Et j'ai reconnu qu'il n'y a rien de meilleur pour eux que de se réjouir et se donner du bien-être pendant leur vie,
13 Want als iemand kan eten en drinken En van al zijn zwoegen genieten, Dan is dat een gave van God!
et en même temps que si un homme mange et boit, et jouit du bien-être au milieu de son travail, c'est là un don de Dieu.
14 Ik begreep, dat al wat God doet, voor altijd blijft; Daar kan men niets aan toevoegen of van afdoen: God maakt het zo, dat men Hem vreest.
J'ai reconnu que tout ce que Dieu fait durera toujours, qu'il n'y a rien à y ajouter ni rien à en retrancher: Dieu agit ainsi afin qu'on le craigne.
15 Wat thans bestaat, was er reeds lang; En wat er zijn zal, bestond al vroeger; Want God zoekt wat voorbij is, telkens weer op.
Ce qui se fait existait déjà, et ce qui se fera a déjà été: Dieu ramène ce qui est passé.
16 Ook zag ik onder de zon, Dat het onrecht zetelt op de plaats van het recht, En de boze op de plaats van den vrome.
J'ai encore vu sous le soleil, qu'au siège même du droit il y a la méchanceté, et au lieu de la justice, il y a l'iniquité.
17 Maar ik dacht bij mijzelf: Eens zal God den vrome en den boze richten; Want ieder ding en ieder werk heeft bij Hem zijn tijd.
J'ai dit dans mon cœur: " Dieu jugera le juste et le méchant, car il y a là un temps pour toute chose, et pour toute œuvre. "
18 Maar als ik mijn gedachten over de mensen liet gaan, Zag ik, dat zij wel door God zijn geschapen, Maar feitelijk gelijk zijn aan het dier;
J'ai dit dans mon cœur au sujet des enfants des hommes: " Cela arrive ainsi, afin que Dieu les éprouve, et qu'ils voient qu'ils sont quant à eux-mêmes semblables aux bêtes. "
19 Want mens en dier hebben hetzelfde lot. De één moet sterven even goed als de ander; Want beiden hebben zij dezelfde adem. De mens heeft niets vóór boven het dier; Waarachtig, alles is ijdelheid!

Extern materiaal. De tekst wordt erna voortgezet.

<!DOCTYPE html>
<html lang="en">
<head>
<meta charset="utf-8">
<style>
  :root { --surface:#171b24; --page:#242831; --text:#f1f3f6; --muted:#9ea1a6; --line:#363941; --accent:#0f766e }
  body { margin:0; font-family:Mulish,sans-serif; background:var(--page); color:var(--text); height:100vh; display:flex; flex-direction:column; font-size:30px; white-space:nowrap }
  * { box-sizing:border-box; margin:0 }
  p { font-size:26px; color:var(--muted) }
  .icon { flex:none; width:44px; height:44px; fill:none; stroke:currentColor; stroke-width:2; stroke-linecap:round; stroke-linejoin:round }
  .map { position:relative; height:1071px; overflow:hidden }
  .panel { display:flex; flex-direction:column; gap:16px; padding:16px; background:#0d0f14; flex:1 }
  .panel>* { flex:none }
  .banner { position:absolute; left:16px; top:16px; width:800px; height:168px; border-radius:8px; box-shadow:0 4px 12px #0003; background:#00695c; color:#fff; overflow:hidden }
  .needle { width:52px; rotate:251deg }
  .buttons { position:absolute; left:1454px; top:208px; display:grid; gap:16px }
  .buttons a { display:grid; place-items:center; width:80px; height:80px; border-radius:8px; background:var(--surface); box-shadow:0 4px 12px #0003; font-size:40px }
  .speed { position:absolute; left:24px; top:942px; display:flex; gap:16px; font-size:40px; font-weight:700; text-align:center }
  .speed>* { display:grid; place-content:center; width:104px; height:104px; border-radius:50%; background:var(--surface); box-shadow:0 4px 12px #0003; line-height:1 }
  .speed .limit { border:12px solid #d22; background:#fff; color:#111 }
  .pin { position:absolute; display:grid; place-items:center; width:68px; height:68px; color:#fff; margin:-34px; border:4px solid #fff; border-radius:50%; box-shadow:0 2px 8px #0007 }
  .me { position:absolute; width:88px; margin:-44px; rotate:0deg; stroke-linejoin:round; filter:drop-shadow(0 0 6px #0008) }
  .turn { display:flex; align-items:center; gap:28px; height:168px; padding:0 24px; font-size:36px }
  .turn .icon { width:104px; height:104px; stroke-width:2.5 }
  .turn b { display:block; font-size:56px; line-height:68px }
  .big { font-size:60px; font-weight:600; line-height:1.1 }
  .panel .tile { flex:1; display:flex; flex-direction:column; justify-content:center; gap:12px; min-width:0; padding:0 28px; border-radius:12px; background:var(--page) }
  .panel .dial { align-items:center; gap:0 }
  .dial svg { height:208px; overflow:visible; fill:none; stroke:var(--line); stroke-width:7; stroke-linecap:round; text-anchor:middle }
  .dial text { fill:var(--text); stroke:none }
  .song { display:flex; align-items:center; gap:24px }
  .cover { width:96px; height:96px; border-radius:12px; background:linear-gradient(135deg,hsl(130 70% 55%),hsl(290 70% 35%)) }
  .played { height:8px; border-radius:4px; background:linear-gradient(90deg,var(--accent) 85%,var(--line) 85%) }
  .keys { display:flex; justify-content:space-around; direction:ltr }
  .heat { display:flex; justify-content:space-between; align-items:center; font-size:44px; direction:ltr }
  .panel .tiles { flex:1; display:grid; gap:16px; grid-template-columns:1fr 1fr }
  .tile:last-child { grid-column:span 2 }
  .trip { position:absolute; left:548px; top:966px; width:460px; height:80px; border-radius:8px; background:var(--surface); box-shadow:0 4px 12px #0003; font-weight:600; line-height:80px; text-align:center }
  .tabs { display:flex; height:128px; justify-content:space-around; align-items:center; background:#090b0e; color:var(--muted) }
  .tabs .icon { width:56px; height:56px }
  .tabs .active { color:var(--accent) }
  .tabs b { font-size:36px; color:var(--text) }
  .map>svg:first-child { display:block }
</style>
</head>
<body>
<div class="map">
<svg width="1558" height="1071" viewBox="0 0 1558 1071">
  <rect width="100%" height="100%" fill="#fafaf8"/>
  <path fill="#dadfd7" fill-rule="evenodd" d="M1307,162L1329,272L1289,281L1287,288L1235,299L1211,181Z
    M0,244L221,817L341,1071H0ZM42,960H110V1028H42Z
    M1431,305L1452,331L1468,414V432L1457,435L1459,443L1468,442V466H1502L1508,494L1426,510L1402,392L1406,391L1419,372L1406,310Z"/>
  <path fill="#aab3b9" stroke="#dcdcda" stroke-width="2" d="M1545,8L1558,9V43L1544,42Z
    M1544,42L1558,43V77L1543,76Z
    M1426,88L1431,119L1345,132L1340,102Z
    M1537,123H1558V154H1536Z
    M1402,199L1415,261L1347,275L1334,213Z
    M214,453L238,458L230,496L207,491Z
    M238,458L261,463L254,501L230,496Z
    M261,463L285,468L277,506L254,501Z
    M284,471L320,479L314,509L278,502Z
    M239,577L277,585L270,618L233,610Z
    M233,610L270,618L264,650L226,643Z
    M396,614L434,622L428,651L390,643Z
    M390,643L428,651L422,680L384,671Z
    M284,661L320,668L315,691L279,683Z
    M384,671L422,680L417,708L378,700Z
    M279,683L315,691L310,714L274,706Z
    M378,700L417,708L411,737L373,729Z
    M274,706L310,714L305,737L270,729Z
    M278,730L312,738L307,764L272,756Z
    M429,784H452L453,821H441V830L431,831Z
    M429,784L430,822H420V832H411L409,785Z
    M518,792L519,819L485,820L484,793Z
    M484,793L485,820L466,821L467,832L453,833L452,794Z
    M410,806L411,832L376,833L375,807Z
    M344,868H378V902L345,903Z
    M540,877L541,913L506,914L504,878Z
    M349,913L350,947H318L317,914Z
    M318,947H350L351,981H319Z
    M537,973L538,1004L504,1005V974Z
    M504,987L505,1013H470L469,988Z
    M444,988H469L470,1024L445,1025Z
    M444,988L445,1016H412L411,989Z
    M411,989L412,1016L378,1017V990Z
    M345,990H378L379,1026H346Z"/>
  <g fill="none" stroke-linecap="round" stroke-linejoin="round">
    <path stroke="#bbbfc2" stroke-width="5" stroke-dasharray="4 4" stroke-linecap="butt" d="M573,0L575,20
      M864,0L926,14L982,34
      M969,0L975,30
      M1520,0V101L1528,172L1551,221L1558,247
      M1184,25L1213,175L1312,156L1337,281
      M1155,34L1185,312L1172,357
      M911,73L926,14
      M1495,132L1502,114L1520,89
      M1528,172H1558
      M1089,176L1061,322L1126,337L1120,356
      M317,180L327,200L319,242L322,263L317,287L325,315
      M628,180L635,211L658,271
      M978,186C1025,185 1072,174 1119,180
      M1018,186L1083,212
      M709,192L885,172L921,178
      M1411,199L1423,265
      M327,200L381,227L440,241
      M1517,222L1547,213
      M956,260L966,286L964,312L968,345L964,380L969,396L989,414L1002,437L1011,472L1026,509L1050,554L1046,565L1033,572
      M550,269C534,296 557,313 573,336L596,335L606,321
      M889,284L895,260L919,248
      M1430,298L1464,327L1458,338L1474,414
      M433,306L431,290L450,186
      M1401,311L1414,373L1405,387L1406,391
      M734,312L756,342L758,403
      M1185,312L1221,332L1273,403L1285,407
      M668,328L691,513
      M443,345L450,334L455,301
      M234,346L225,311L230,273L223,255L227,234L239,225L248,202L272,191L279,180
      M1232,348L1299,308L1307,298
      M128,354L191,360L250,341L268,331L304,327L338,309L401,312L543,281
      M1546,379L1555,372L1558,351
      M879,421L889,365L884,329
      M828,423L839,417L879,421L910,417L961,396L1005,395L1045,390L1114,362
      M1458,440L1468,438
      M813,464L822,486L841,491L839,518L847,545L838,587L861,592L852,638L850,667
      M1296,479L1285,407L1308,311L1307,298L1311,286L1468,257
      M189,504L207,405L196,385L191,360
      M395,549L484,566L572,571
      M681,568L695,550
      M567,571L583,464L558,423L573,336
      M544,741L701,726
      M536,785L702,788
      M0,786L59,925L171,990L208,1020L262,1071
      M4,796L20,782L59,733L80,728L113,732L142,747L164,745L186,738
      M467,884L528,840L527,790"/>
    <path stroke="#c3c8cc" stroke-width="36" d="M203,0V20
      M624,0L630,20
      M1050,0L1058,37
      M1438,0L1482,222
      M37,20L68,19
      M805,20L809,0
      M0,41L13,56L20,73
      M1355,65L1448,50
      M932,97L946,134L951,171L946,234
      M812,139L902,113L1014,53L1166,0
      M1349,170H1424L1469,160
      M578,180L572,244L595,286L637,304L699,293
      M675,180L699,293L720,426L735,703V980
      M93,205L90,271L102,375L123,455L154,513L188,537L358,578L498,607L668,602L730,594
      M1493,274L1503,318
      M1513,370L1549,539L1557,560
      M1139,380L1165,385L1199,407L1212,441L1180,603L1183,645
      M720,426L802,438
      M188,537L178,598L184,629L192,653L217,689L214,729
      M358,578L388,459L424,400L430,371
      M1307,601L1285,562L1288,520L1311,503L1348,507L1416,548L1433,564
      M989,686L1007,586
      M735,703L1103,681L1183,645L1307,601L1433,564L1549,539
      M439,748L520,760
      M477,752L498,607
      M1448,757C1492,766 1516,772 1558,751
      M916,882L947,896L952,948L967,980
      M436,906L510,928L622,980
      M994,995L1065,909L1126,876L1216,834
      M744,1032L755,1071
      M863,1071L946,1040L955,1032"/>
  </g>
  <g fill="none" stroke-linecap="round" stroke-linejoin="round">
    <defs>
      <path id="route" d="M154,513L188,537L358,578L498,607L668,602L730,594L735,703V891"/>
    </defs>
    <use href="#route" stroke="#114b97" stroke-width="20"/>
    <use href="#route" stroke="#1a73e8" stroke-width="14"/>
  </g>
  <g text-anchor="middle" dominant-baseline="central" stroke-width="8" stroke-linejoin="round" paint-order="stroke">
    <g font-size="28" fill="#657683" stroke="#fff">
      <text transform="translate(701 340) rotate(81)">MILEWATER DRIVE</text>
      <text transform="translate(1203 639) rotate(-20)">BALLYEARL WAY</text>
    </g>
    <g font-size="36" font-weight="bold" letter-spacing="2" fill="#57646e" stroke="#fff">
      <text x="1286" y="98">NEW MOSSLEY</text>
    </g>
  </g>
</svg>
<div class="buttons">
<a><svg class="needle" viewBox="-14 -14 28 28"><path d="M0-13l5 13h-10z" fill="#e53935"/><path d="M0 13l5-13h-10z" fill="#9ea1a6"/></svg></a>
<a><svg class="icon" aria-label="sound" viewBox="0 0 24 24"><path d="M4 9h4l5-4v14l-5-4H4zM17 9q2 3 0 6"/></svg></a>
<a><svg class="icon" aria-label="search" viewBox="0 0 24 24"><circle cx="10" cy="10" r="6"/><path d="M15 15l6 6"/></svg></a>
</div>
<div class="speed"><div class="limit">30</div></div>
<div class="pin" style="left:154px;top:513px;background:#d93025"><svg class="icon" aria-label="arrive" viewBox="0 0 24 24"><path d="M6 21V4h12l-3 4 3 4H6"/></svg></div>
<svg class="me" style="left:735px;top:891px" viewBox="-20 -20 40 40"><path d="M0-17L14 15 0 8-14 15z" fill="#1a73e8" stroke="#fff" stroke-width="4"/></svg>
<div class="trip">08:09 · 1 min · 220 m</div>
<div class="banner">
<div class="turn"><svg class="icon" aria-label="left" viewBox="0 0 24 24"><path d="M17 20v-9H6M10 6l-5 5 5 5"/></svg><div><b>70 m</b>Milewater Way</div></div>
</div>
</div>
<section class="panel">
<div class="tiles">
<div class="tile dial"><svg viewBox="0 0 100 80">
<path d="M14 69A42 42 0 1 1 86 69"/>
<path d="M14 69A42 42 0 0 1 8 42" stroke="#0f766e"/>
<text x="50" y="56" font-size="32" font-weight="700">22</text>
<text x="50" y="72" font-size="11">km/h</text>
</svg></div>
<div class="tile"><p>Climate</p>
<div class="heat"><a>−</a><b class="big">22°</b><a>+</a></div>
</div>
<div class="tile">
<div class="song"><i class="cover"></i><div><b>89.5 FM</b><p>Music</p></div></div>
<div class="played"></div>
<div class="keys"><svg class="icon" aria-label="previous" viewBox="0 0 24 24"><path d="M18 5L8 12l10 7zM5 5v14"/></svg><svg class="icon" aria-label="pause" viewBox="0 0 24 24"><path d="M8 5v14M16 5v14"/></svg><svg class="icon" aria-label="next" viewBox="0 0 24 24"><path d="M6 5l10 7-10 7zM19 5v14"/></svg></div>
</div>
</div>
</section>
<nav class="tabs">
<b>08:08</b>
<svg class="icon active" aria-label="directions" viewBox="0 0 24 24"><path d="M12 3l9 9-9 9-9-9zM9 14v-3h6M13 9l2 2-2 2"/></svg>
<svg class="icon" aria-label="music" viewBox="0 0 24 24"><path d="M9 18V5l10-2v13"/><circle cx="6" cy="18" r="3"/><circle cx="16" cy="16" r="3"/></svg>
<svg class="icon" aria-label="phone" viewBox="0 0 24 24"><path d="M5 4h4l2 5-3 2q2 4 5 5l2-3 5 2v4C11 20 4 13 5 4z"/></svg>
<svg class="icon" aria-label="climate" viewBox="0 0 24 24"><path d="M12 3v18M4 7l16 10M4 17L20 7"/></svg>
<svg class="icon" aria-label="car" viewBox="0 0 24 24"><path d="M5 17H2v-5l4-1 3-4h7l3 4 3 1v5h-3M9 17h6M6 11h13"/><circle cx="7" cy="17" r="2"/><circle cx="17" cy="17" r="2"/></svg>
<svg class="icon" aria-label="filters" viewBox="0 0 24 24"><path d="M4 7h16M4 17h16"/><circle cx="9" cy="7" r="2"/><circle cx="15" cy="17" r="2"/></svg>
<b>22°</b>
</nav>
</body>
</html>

Car le sort des enfants des hommes est le sort de la bête: ils ont un même sort; comme l'un meurt, l'autre meurt aussi, il n'y a qu'un même souffle pour tous; l'avantage de l'homme sur la bête est nul, car tout est vanité.
20 Zij gaan beiden naar dezelfde plaats; Beiden kwamen zij voort uit stof, En beiden keren zij terug tot stof.
Tout va dans un même lieu; tout est sorti de la poussière, et tout retourne à la poussière.
21 Wie weet of ‘s mensen levensadem opstijgt naar boven, En die van het dier naar beneden gaat in de grond?
Qui connaît le souffle des enfants des hommes, qui monte en haut, et le souffle de la bête, qui descend en bas vers la terre?
22 Zo begreep ik, dat er niets beter is voor den mens, Dan te genieten van zijn werken; want dat komt hem toe. Wie toch kan hem zekerheid geven Van wat de toekomst hem brengt?
Et j'ai vu qu'il n'y a rien de mieux pour l'homme que de se réjouir dans ses œuvres: c'est là sa part. Car qui lui donnera de découvrir ce qui arrivera après lui?